What I want to do is setup a few (2 at minimum) VPS's to host my web apps on. I'd like to provide some load balancing (which is pretty easy achievable with let's say Varnish), and relatively high availability - which is my problem.
Using the load balancer (which I'd need to host on one of VPS's) introduces a single point of failure, which almost as bad as having just one machine to serve the content.
http://i.stack.imgur.com/lFafj.png
And AFAIK DNS round-robin method not only is a bad idea for load-balancing, but also does not provide a fail-over mechanism. If one of servers goes down, some people (with cached DNS IP) will still try to connect to the unavailable server.

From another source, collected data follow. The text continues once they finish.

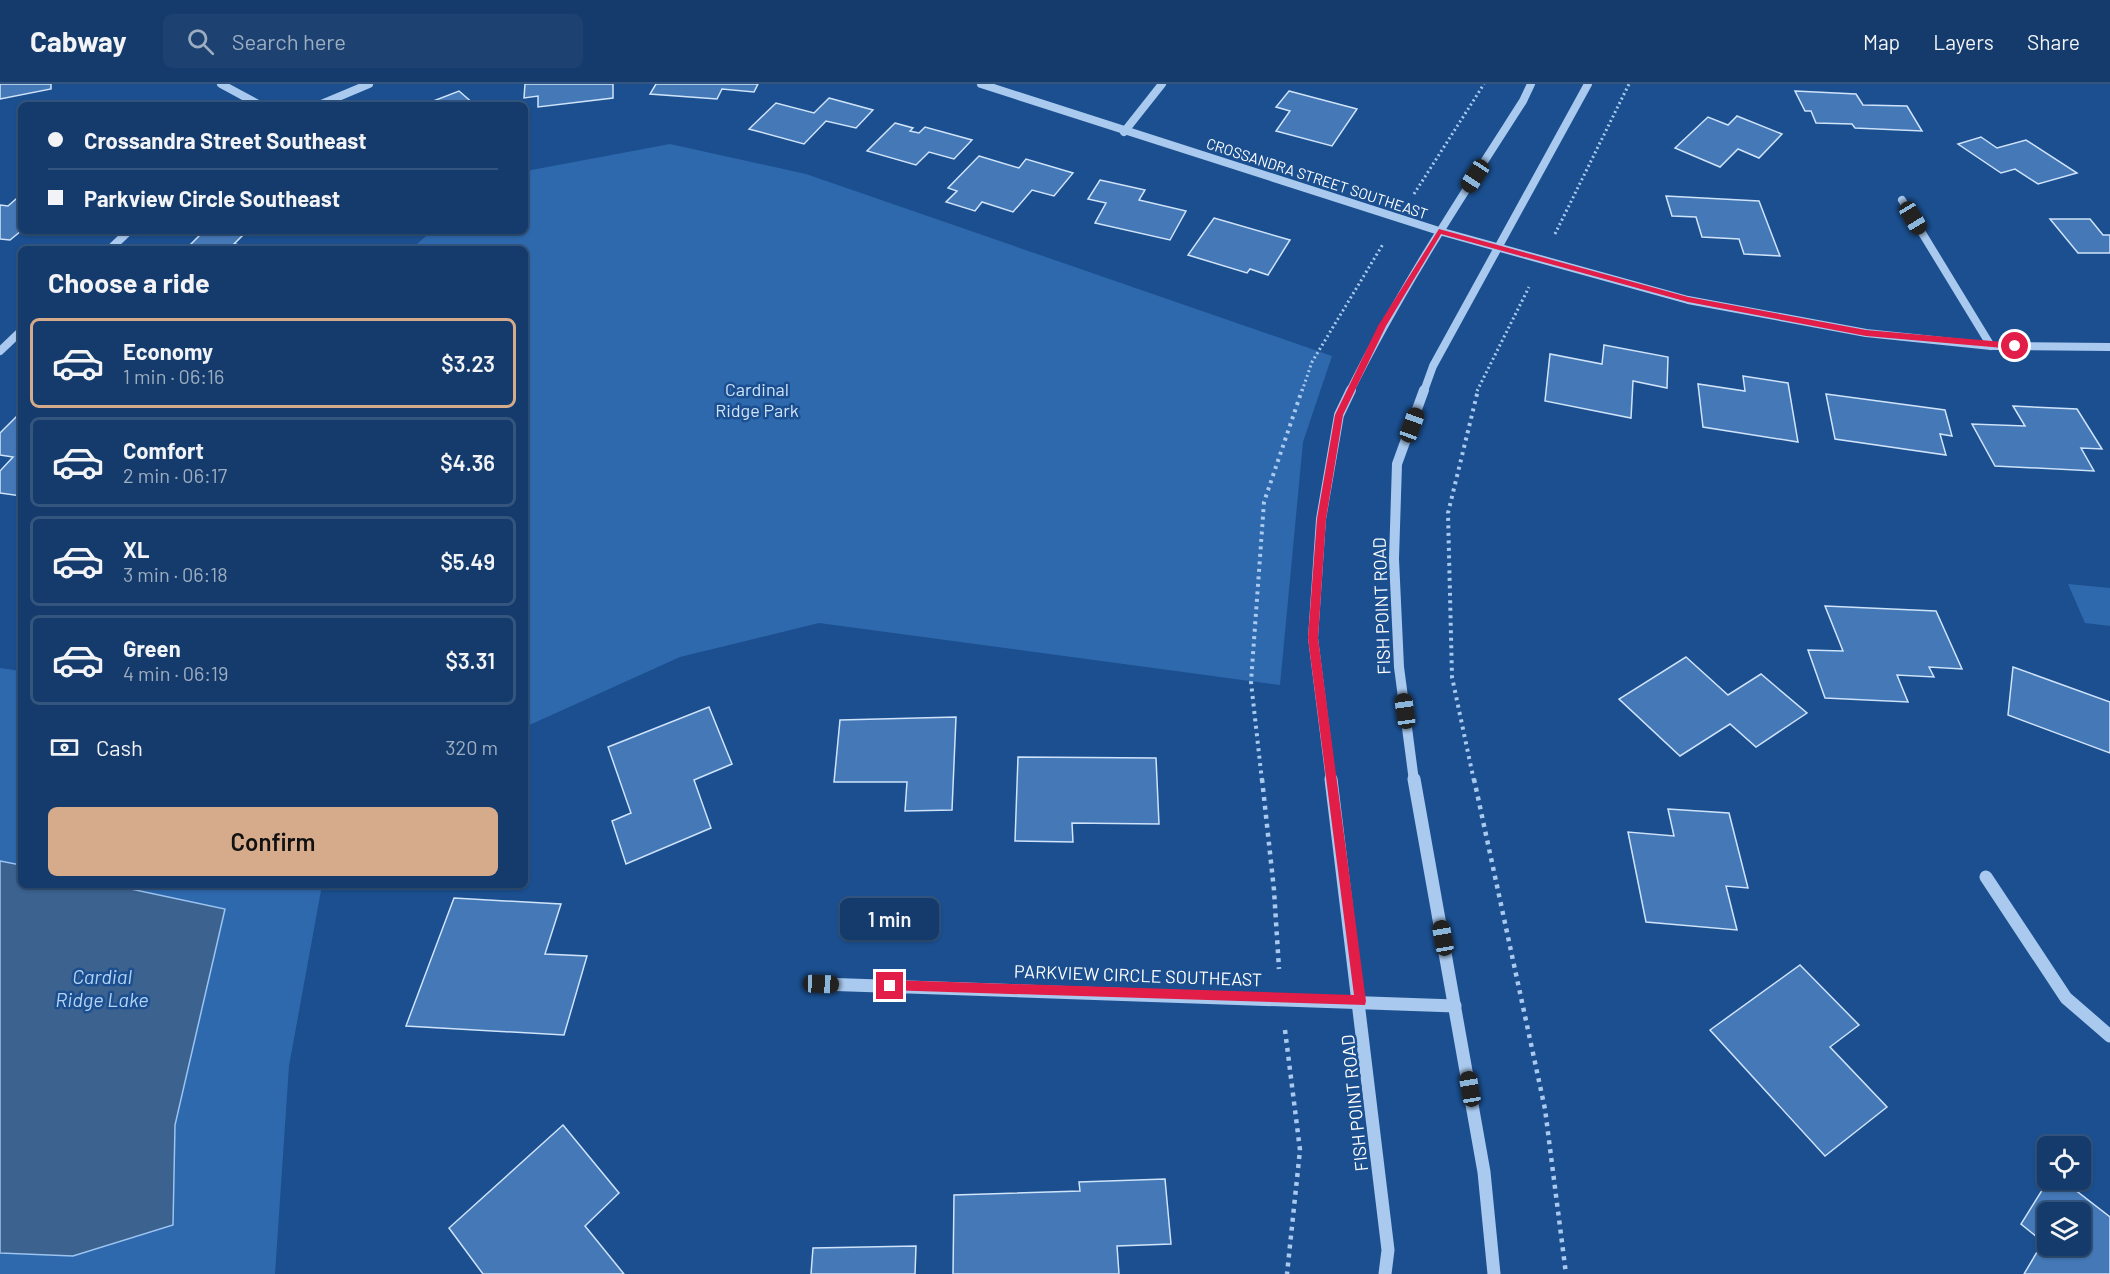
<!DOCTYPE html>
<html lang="en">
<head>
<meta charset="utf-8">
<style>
  body { margin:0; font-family:Barlow,sans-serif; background:#1d4271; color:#f1f3f6; height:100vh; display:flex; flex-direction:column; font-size:22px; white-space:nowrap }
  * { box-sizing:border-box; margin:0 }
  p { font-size:20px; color:#9dadc1 }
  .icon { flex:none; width:33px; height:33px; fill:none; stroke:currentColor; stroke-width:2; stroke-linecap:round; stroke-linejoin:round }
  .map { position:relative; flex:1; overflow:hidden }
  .details { position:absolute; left:18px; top:162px; width:510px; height:642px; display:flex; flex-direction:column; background:#143b6b; border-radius:9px; box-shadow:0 2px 4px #0004,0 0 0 2px #33557e }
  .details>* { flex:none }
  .banner { position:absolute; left:18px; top:18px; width:510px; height:132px; border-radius:9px; box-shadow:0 2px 4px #0004,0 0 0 2px #33557e; display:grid; align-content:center; height:132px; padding:0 30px; background:#143b6b }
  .buttons { position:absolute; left:2037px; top:1052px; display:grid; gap:12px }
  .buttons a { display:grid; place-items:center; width:54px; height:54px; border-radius:9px; background:#143b6b; box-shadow:0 2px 4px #0004,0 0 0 2px #33557e; font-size:30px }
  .end { position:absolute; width:27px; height:27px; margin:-14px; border:8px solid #e11d48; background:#fff; box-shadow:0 0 0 3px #fff }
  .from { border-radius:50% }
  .bubble { position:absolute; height:42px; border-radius:9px; background:#143b6b; box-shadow:0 2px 4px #0004,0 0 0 2px #33557e; font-size:20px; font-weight:600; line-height:42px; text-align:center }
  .car { position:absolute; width:18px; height:36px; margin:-18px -9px; border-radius:8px; box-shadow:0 0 4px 2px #0007; background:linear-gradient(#222 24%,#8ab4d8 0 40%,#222 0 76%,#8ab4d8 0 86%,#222 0) }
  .banner b { display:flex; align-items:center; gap:21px; height:57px; font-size:22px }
  .banner b+b { border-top:2px solid #33557e }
  .banner i { width:15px; height:15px; background:#f1f3f6 }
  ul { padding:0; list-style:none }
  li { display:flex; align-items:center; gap:18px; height:90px; margin:0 12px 9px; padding:0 18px; border:3px solid #33557e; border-radius:9px }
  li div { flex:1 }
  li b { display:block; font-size:22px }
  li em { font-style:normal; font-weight:600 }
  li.on { border-color:#d6ab8b }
  li>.icon { width:54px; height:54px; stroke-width:1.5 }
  h2 { padding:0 30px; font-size:27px; line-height:72px }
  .pay { display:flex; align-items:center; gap:15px; height:66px; padding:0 30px; font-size:22px }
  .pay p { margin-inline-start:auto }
  .cta { display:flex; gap:12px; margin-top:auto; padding:12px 30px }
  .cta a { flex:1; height:69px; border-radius:9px; background:#d6ab8b; color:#111; font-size:24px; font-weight:600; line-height:69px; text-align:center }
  header { display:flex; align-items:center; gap:36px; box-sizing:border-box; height:84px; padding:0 30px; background:#143b6b; border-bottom:2px solid #33557e }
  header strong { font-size:28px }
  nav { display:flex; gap:33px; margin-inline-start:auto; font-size:21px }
  .search { width:420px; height:54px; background:#1d4271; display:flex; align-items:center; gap:15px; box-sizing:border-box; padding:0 21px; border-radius:9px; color:#9dadc1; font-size:22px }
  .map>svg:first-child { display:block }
  .green { fill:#2e69ad }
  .water { fill:#3c6290; stroke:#9cc4f0; stroke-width:1.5 }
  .building { fill:#4478b7; stroke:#cfe3fa; stroke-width:1.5; fill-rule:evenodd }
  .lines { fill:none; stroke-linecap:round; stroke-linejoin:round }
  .path-far2 { stroke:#a9c9ee; stroke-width:3; stroke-dasharray:2 3; stroke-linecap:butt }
  .path-far1 { stroke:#a9c9ee; stroke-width:4; stroke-dasharray:3 4.5; stroke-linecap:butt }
  .path { stroke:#a9c9ee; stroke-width:4.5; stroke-dasharray:4 5; stroke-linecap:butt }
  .minor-far2 { stroke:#a9c9ee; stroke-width:8 }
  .minor-far1 { stroke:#a9c9ee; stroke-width:10 }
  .minor { stroke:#a9c9ee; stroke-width:13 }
  .route { fill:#e11d48 }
  .labels { text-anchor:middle; stroke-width:5; stroke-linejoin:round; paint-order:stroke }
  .far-street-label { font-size:15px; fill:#fff; stroke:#1b4f8f }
  .park-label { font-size:18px; fill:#cfe3fa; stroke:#1b4f8f }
  .street-label { font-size:18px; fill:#fff; stroke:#1b4f8f }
  .water-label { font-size:20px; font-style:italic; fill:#b5d3f5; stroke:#1b4f8f }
</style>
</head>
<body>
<header>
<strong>Cabway</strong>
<div class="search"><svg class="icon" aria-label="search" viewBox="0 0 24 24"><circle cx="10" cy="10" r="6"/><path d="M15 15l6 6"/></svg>Search here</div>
<nav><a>Map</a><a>Layers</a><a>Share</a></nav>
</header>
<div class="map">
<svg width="2110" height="1190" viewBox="0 0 2110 1190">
  <rect width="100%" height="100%" fill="#1b4f8f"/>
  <g class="green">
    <path d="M670,60L806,90L1332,272L1303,358L1280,601L819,539L680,573L525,643V165H411L432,147H525L526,87Z"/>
    <path d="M2068,500L2110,504V542L2085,539Z"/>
    <path d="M0,584L21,587V801H322L289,982L275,1190H0Z"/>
  </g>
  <path class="water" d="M0,777L21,781V801H112L225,825L175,1041L173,1141L73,1172L0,1169Z"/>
  <g class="building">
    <path d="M0,0H51V5L0,15Z"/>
    <path d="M525,0H613V14L538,23V12L524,14Z"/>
    <path d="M656,0H758L754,8L722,5L717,15L650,10Z"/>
    <path d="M459,7L475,21H423Z"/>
    <path d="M1289,7L1357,25L1332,62L1276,47L1290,27L1276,23Z"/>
    <path d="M1795,7L1856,10L1863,21L1907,22L1922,47L1855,44L1852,40L1816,39L1811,27H1805Z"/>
    <path d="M829,14L873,26L856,44L826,37L804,60L749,45L776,19L814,29Z"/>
    <path d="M1737,32L1782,50L1759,74L1738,65L1720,83L1675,64L1708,33L1728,41Z"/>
    <path d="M895,39L913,44L910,47L919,49L925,43L972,56L954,75L929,68L916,81L867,67Z"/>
    <path d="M1981,53L1997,64L2026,56L2077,89L2038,100L2015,85L2001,89L1958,60Z"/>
    <path d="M979,72L1019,84L1026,75L1073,89L1054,112L1032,106L1013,128L982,118L975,127L946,118L957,107L948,104Z"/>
    <path d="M1100,96L1145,106L1139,116L1186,127L1170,156L1095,139L1106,119L1088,115Z"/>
    <path d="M1666,112L1759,117L1780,172L1744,170L1739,155L1702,153L1696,133L1672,132Z"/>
    <path d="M16,115L21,116V147L10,156L0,155V121L8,122Z"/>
    <path d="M1214,134L1290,156L1268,191L1250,185L1247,189L1188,171Z"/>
    <path d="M2050,135H2090L2103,151H2110V169H2078Z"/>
    <path d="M204,147L243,151L234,160L265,165H186Z"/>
    <path d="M1604,261L1668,273L1667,304L1633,297L1631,334L1545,317L1550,270L1602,280Z"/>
    <path d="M1743,292L1788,299L1798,358L1703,343L1698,300L1745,307Z"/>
    <path d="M1826,310L1945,326L1952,352L1940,350L1946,371L1835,355Z"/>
    <path d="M2013,322L2077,325L2102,365L2081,364L2094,387L1995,382L1972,340L2025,342Z"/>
    <path d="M21,328V412L0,409V387L13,373L0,371V349Z"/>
    <path d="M1825,522L1936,527L1962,585L1929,583L1934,593L1897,591L1908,618L1825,614L1808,566L1843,567Z"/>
    <path d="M1686,573L1728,611L1761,590L1807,629L1756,663L1730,640L1680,672L1619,615Z"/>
    <path d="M2013,583L2110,618V669L2008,631Z"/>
    <path d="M709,623L732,680L694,696L711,744L626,780L612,737L631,729L608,663Z"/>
    <path d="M956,633L952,726L905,727L907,698H834L840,636Z"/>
    <path d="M1018,673L1156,674L1159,740L1072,739L1073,758L1015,757Z"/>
    <path d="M1668,725L1729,729L1748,804L1726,802L1737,846L1646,838L1628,748L1674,752Z"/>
    <path d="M454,814L561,820L545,870L587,872L564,951L406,942Z"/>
    <path d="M1800,881L1859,941L1830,963L1887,1023L1825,1072L1710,946Z"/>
    <path d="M563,1041L619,1109L585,1142L624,1190H483L449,1144Z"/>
    <path d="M1165,1095L1171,1160L1117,1162L1119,1190H953L954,1111L1080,1107L1079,1098Z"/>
    <path d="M2049,1095H2061L2110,1133V1190H2024L2043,1158L2021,1140ZM2048,1128H2080V1161H2048Z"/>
    <path d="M916,1162L915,1190H811L813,1164Z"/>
  </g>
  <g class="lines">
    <g class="path-far2">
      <path d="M1414,110L1484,0"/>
      <path d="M1555,150L1629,0"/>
      <path d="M1302,307L1312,278L1383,160"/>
      <path d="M1477,307L1529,203"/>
    </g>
    <g class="path-far1">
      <path d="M1262,697L1251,598L1264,418L1302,306"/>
      <path d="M1474,697L1452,593L1448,429L1478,306"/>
    </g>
    <g class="path">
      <path d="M1262,695L1274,806L1279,885"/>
      <path d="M1474,695L1545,1025L1566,1190"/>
      <path d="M1285,946L1300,1066L1287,1190"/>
    </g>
    <g class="minor-far2">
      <path d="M221,0L260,21"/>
      <path d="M981,0L1439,147L1688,216L1866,249L1991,262L2110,263"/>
      <path d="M319,21L369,0"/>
      <path d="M1124,48L1162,0"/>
      <path d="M1902,116L1991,262"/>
      <path d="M110,165L129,147"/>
      <path d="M0,267L21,247"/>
      <path d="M1350,307C1400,206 1462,112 1523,17L1531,0"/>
      <path d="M1424,307L1433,282L1588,0"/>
    </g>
    <g class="minor-far1">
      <path d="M1331,697L1313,554L1321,435L1339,331L1351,306"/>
      <path d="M1414,697L1399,583L1394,475L1397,380L1424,306"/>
    </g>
    <g class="minor">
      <path d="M1331,695L1388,1166L1385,1190"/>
      <path d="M1414,695L1484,1088L1494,1190"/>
      <path d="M1986,793L2066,914L2110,952"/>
      <path d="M821,900L1455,922"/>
    </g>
  </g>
  <path class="route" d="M1439,145L1688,213L1866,246L2015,259L2019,262L2015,265L1866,252L1688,218L1441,150L1386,242L1343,331L1326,435L1318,554L1366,917L1365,921L886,906V898L890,896L1354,911L1308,554L1317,435L1335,331L1378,242Z"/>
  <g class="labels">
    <g class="far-street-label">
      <text transform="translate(1317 95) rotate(18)" y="5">CROSSANDRA STREET SOUTHEAST</text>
    </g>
    <g class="park-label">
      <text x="757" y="312">Cardinal<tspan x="757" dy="21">Ridge Park</tspan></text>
    </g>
    <g class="street-label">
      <text transform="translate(1382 522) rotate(-92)" y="6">FISH POINT ROAD</text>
      <text transform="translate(1138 892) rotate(2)" y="6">PARKVIEW CIRCLE SOUTHEAST</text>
      <text transform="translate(1355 1019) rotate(-96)" y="6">FISH POINT ROAD</text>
    </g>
    <g class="water-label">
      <text x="102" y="900">Cardial<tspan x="102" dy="23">Ridge Lake</tspan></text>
    </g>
  </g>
</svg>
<div class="buttons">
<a><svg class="icon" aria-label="locate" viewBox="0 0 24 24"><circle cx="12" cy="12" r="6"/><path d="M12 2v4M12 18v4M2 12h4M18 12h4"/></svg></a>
<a><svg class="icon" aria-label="layers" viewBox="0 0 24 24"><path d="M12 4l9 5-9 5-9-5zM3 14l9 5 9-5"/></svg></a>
</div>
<i class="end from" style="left:2015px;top:262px"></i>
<i class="end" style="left:890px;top:902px"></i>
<div class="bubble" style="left:840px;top:814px;width:99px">1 min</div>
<i class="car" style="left:1475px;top:92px;rotate:213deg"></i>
<i class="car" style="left:1913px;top:134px;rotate:149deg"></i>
<i class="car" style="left:1412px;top:341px;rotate:20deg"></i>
<i class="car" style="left:1405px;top:627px;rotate:352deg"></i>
<i class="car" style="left:1443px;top:854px;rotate:350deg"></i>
<i class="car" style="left:821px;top:900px;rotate:92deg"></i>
<i class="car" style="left:1470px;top:1005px;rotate:350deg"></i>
<div class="banner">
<b><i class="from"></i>Crossandra Street Southeast</b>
<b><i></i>Parkview Circle Southeast</b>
</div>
<section class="details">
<h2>Choose a ride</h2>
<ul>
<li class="on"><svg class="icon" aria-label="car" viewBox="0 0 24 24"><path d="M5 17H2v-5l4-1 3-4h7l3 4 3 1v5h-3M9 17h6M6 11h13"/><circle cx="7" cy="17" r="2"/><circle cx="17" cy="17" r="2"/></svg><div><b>Economy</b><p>1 min · 06:16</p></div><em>$3.23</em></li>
<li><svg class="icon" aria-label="car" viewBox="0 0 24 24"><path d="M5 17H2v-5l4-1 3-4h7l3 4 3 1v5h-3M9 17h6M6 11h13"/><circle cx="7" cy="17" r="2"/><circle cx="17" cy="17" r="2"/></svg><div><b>Comfort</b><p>2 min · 06:17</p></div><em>$4.36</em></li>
<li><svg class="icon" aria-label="car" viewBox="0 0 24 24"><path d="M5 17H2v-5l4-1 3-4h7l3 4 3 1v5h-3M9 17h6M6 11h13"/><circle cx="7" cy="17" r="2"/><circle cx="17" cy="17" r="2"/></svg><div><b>XL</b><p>3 min · 06:18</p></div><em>$5.49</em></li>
<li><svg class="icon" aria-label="car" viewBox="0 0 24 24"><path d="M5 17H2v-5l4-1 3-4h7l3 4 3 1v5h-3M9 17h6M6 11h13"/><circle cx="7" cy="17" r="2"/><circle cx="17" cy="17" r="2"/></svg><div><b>Green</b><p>4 min · 06:19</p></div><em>$3.31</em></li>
</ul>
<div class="pay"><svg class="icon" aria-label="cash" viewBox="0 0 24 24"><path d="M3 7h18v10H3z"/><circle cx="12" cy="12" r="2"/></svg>Cash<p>320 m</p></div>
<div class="cta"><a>Confirm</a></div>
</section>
</div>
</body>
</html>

And forget short TTL - this is not the correct solution.
http://i.stack.imgur.com/mTLRf.png
One very important thing to consider: I want to have my VPS's divided across many datacenters, so if electricity or ISP fails in one datacenter, the website won't go down.
The only 2 solutions I can think of is either rely on dns round robin (and in case of server failure at least serve the content to some percentage of users untill recovery), or buy a dedicated server in a datacenter well prepared for blackout and equipped with several internet connections (which is insanely expensive compared to renting even 10 VPS's).
So the question is: What is the correct way to avoid single point of failure while having several load balanced VPS's?
Please excuse the images. They're just as-basic-as-possible examples of what I meant.